- Stored data
__________________________________________________
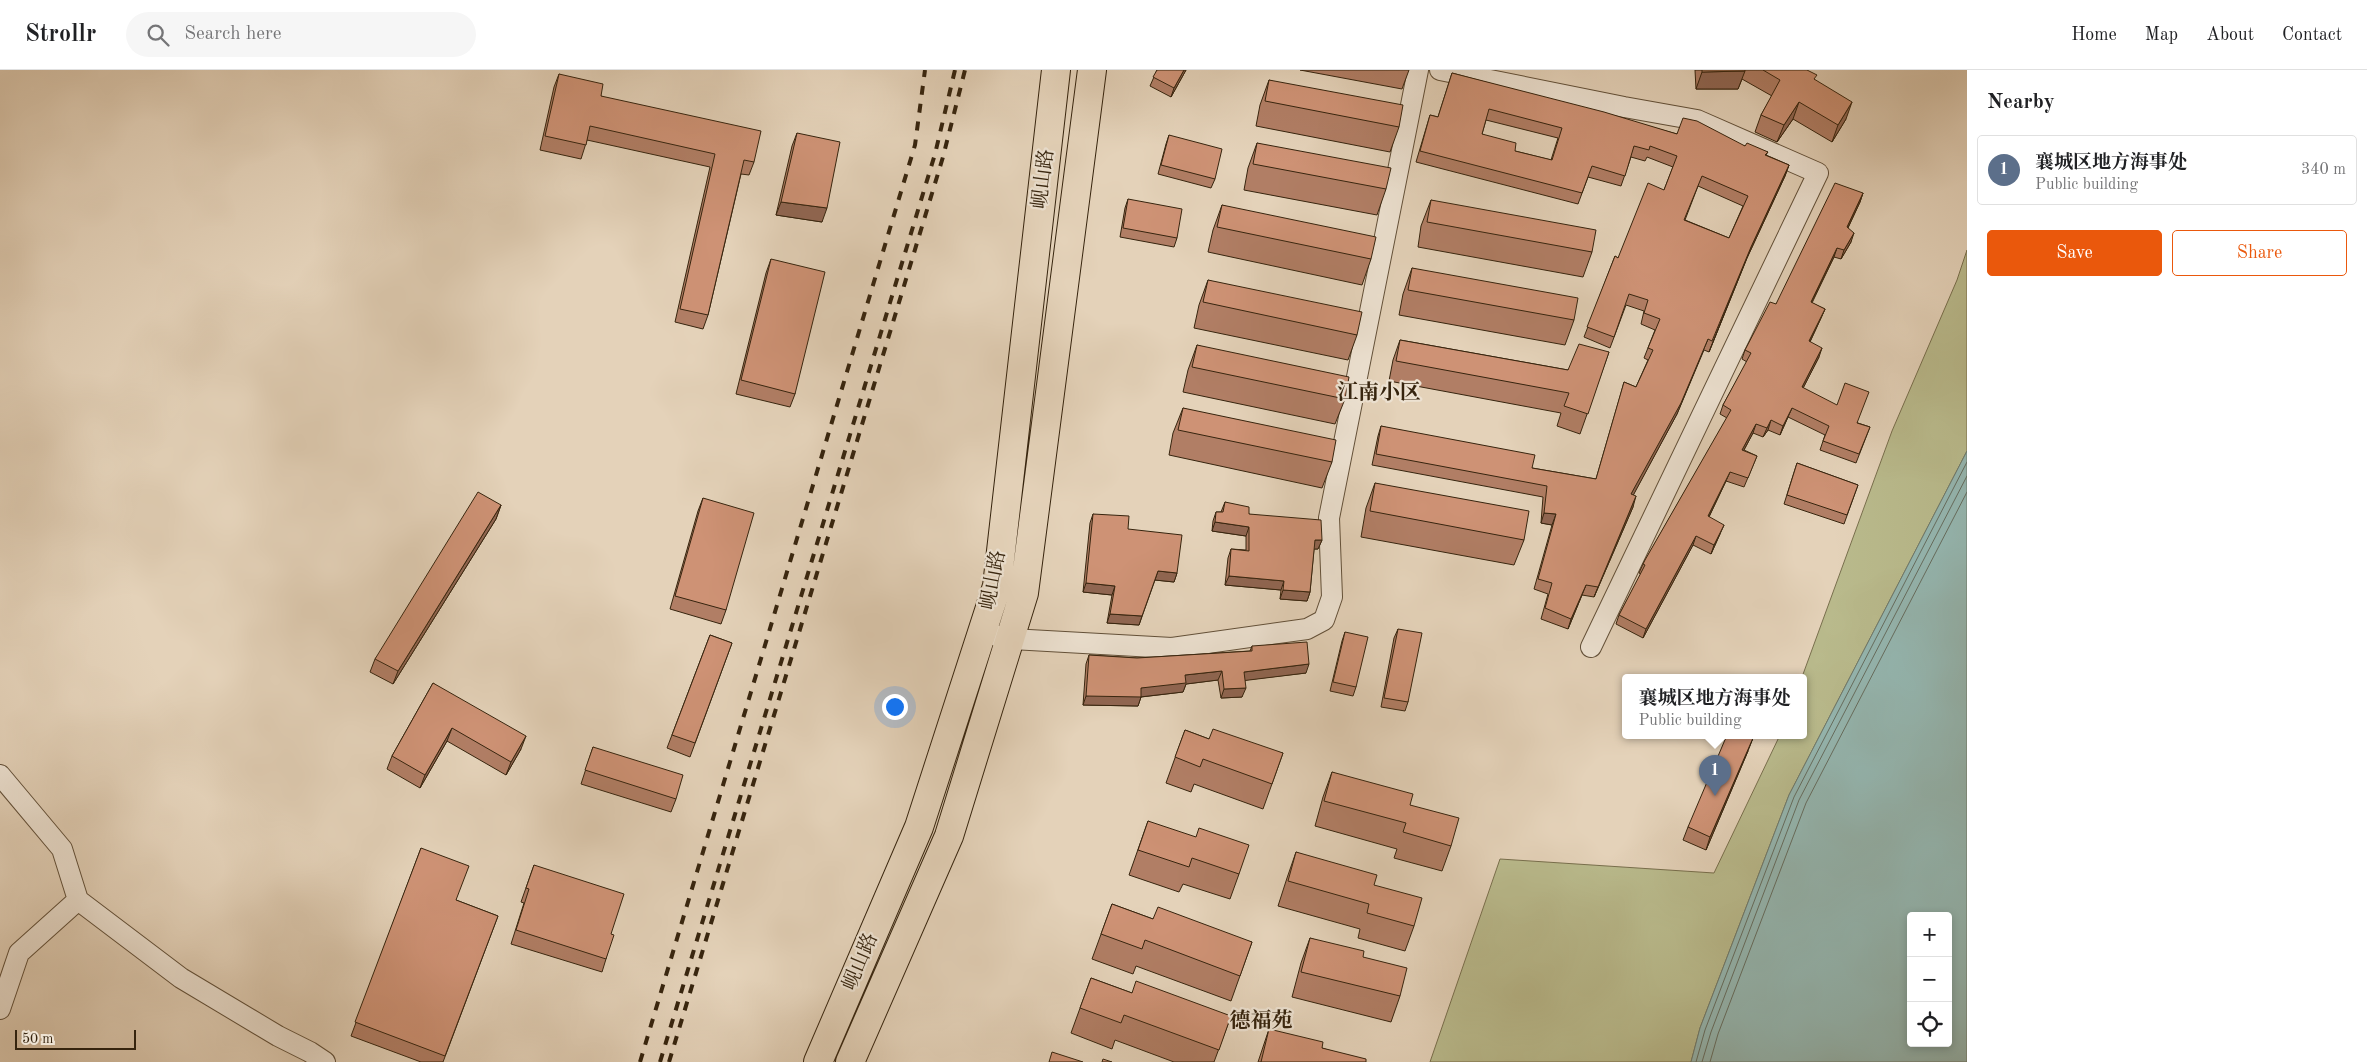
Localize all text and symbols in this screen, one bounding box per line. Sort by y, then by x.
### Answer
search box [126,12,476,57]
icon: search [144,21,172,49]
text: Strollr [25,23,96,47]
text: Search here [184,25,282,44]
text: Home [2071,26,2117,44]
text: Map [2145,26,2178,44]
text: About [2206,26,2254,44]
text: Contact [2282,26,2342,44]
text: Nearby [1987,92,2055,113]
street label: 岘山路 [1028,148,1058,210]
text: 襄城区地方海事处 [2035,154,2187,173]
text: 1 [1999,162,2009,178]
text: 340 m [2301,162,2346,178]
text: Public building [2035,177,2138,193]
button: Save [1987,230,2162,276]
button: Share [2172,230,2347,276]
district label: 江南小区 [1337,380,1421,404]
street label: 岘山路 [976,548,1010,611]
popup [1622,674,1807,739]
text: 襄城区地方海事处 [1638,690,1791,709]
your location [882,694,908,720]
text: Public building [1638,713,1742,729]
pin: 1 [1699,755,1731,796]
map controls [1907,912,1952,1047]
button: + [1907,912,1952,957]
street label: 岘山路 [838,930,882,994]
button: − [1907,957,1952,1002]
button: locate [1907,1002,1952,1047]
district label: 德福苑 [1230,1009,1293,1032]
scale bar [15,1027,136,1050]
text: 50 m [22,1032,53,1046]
__________________________________________________
- Activity
Please copy out the entries above exactly as they appear, but skip their images.

- Answer area
Localize all text and symbols in this screen, one bounding box per line. Sort by y, then by x.
### Answer
search box [126,12,476,57]
icon: search [144,21,172,49]
text: Strollr [25,23,96,47]
text: Search here [184,25,282,44]
text: Home [2071,26,2117,44]
text: Map [2145,26,2178,44]
text: About [2206,26,2254,44]
text: Contact [2282,26,2342,44]
text: Nearby [1987,92,2055,113]
street label: 岘山路 [1028,148,1058,210]
text: 襄城区地方海事处 [2035,154,2187,173]
text: 1 [1999,162,2009,178]
text: 340 m [2301,162,2346,178]
text: Public building [2035,177,2138,193]
button: Save [1987,230,2162,276]
button: Share [2172,230,2347,276]
district label: 江南小区 [1337,380,1421,404]
street label: 岘山路 [976,548,1010,611]
popup [1622,674,1807,739]
text: 襄城区地方海事处 [1638,690,1791,709]
your location [882,694,908,720]
text: Public building [1638,713,1742,729]
pin: 1 [1699,755,1731,796]
map controls [1907,912,1952,1047]
button: + [1907,912,1952,957]
street label: 岘山路 [838,930,882,994]
button: − [1907,957,1952,1002]
button: locate [1907,1002,1952,1047]
district label: 德福苑 [1230,1009,1293,1032]
scale bar [15,1027,136,1050]
text: 50 m [22,1032,53,1046]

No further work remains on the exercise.